··· Given information ···

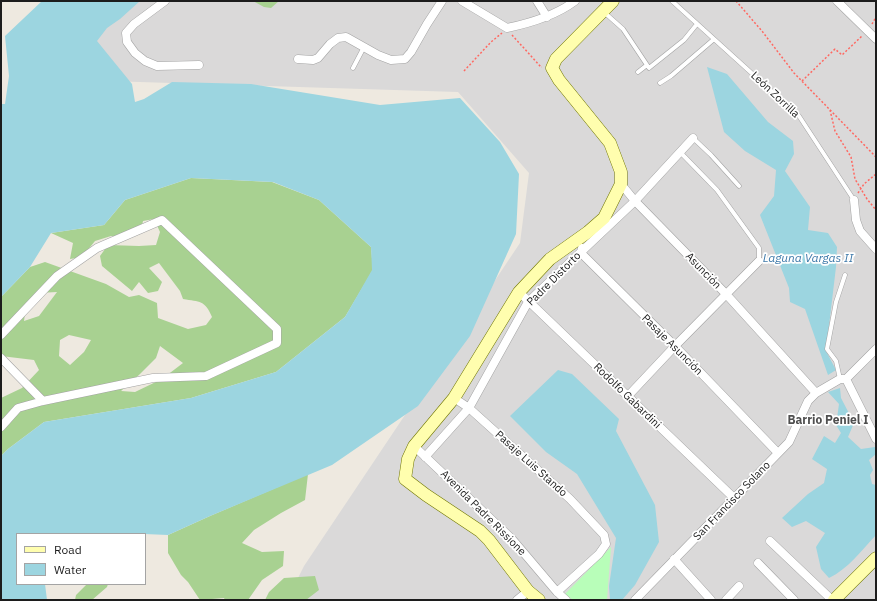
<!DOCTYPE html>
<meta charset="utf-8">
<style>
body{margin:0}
#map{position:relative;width:877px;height:601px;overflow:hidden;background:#eee9e0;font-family:"IBM Plex Sans",sans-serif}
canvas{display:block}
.frame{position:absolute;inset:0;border:2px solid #1c1c1c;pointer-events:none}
.legend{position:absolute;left:16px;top:533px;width:130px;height:52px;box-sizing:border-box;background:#fff;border:1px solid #a4a4a4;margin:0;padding:5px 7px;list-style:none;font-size:12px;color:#1c1c1c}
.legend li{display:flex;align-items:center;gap:8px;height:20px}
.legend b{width:20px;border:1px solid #a4a4a4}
</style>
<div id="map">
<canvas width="877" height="601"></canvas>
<div class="frame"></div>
<ul class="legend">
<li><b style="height:5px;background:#fffeae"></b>Road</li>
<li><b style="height:11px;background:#9cd5e0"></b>Water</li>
</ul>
</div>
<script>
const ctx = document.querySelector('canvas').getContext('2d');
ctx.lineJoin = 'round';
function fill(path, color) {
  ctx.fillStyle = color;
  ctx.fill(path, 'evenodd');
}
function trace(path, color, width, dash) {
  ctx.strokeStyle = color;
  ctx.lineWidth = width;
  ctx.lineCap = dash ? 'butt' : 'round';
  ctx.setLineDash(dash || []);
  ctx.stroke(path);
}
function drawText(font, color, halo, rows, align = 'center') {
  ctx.font = font + ' "IBM Plex Sans",sans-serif';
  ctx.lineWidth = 3.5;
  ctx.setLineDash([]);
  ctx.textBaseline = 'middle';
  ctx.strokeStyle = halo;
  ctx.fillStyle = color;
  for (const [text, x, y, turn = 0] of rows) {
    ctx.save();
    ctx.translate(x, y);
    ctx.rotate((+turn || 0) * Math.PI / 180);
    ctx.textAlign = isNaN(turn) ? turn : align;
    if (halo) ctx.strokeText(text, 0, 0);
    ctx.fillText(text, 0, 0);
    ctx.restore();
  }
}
const residential = new Path2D(`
 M 137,1 L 876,1 L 876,600 L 287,600 L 304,566 L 520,243 L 529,173 L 458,92 L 108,81 L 87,42 Z`);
const forest = new Path2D(`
 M 253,1 L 279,1 L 271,8 L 264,7 Z
 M 191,178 L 272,182 L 319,200 L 371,247 L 373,270 L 345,317 L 276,372 L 191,398 L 44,422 L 8,449 L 1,456 L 1,398 L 22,388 L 39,370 L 34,360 L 1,356 L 1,297 L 30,267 L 45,262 L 106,284 L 129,297 L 139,295 L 157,303 L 158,318 L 188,329 L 206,325 L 212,317 C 205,300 200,302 183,299 L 180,291 L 159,263 L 149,268 L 162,282 L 158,291 L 148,293 L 139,282 L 132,291 L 102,266 L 100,256 L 108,245 L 139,246 L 156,245 L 160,232 L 154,219 L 143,221 L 140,234 L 130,238 L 111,236 L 95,241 L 82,257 L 70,259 L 73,243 L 51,233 L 104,225 L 125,200 ZM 57,292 L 39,316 L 24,321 L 26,307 L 38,293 ZM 69,335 L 91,340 L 84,352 L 70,365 L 59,356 L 60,340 ZM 160,346 L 183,363 L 162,379 L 135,392 L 121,391 L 140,374 L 156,358 Z
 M 308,474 L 305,500 L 281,513 L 254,530 L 242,543 L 262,552 L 284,551 L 283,566 L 262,580 L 248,600 L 225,600 L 224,598 L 200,600 L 188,582 L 181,575 L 168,553 L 168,535 L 210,516 Z
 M 315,576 L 319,590 L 306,600 L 265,600 L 269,592 L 284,578 Z
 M 87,584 L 108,584 L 107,587 L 92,600 L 75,600 L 76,595 Z`);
const park = new Path2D(`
 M 611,547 L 607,600 L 573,600 L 565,594 Z`);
const water = new Path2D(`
 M 42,1 L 140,1 L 120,19 L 107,28 L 97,41 L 132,84 L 135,102 L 144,99 L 172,82 L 251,84 L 380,105 L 460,98 L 500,142 L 519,174 L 516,234 L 470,336 L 418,406 L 332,465 L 210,516 L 168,535 L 121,533 L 17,534 L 17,584 L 45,584 L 47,600 L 1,600 L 1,456 L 8,449 L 44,422 L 191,398 L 276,372 L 345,317 L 372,270 L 371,247 L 319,200 L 273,182 L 191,178 L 125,200 L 104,225 L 51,233 L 30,267 L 1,297 L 1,104 L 5,104 L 9,76 L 5,36 Z
 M 707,67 L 727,74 L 768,122 L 793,141 L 794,154 L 785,171 L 810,207 L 808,230 L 828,233 L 837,247 L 836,267 L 826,351 L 836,370 L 828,375 L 805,309 L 790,302 L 789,288 L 760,215 L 774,196 L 776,170 L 745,151 L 724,132 Z
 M 558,370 L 572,374 L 619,419 L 616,431 L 655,505 L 659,542 L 635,585 L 622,600 L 610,600 L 609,586 L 616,538 L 577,474 L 546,452 L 510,416 Z
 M 840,388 L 841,398 L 854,423 L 848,437 L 861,449 L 875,447 L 876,454 L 869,460 L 873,470 L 870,475 L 872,484 L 876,485 L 876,535 C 862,550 848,569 829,578 L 821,569 L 816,547 L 825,533 L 806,521 L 792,527 L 782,518 L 808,494 L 824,483 L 827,469 L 812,459 L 824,436 L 835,443 L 841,433 L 836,425 L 839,404 L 828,392 Z`);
const path = new Path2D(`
 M 736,1 L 762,31 L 794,73 L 876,157
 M 872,24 L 876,17
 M 512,35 L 541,67 L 542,67
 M 464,71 L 491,42 L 502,33
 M 802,81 L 835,49 L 842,55 L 862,36
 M 830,110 L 835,131 L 851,157 L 855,179 L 867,199 L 876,210
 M 858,193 L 864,184 L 876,174`);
const lane = new Path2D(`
 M 672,1 L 799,116 L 854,200
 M 605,13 L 623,29 L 649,68 L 684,40 L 697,24
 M 353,68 L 364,47
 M 638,72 L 647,65
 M 660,83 L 671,76 L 713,40
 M 693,138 L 711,155 L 739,186
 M 680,152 L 717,190 L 759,248 L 759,261
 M 840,379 L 836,361 L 827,349 L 836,302 L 845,275`);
const street = new Path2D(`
 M 165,1 L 134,24 L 126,33 L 127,42 L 135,53 L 145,61 L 157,66 L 199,65
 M 462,1 L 507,28 C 531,23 555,16 575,1
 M 537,1 L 547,17
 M 837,1 L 876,39
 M 298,59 L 313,60 L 318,58 L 330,44 L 338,38 L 346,37 L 378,55 L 391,60 L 405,59 L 411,52 L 427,24 L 442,1
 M 621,184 L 635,201 L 726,294 L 816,393
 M 854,200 L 856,220 L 860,231 L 876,249
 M 582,248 L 581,253 L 675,346 L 778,453
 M 519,292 L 735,499
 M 1,335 L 57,276 L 97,248 L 162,220 L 277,329 L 277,343 L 206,376 L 153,378 L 43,401 L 18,408 L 1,427
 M 1,358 L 43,401
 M 846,379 L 876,439
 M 846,379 L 876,349
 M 628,396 L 675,346 L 759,261
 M 454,398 L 469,408 L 570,499 L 604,535 L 606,544 L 599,554 L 557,592
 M 414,446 L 512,539 L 557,592 L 566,600
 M 425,457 L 469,408 L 528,302 L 635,201 L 693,138
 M 770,541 L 832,600
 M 674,559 L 711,600
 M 758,563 L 794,600
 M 517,600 L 528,591
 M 635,600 L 789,442 L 808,401 L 816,393 L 840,379 L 846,379
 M 726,600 L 739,586`);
const secondary = new Path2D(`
 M 539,600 L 528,591 L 489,540 L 480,531 L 426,495 L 405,479 L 408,459 L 414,446 L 454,398 L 519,292 L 550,259 L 588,232 L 604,218 L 621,184 L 621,172 L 610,143 L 559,80 L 552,68 L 556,59 L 613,1
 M 834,600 L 876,558`);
const streetNames = [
 ["León Zorrilla",775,95,43],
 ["Asunción",703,271,46],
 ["Padre Distorto",554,279,-45],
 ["Pasaje Asunción",672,345,45],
 ["Rodolfo Gabardini",627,396,44],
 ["Pasaje Luis Stando",531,464,42],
 ["San Francisco Solano",732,501,-46],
 ["Avenida Padre Rissione",483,513,45]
];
const waterNames = [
 ["Laguna Vargas II",808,259]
];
const neighbourhoodNames = [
 ["Barrio Peniel I",828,421]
];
fill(residential, '#dad9d9');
fill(forest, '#a8d191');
fill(park, '#b8feb9');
fill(water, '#9cd5e0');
trace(lane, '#a3a3a3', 5);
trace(street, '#a3a3a3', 9);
trace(secondary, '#707600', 13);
trace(path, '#ff6861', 1.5, [2, 2]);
trace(lane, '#fff', 4);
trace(street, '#fff', 8);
trace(secondary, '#fffeae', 12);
drawText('11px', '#1c1c1c', '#fff', streetNames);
drawText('italic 12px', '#3f7aaa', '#fff', waterNames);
drawText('bold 12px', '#4f4f4f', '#fff', neighbourhoodNames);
</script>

···

> Task goal:
In the records above, find each line that holds the word "display"; copy all such lines.

> Exercise answer:
canvas{display:block}
.legend li{display:flex;align-items:center;gap:8px;height:20px}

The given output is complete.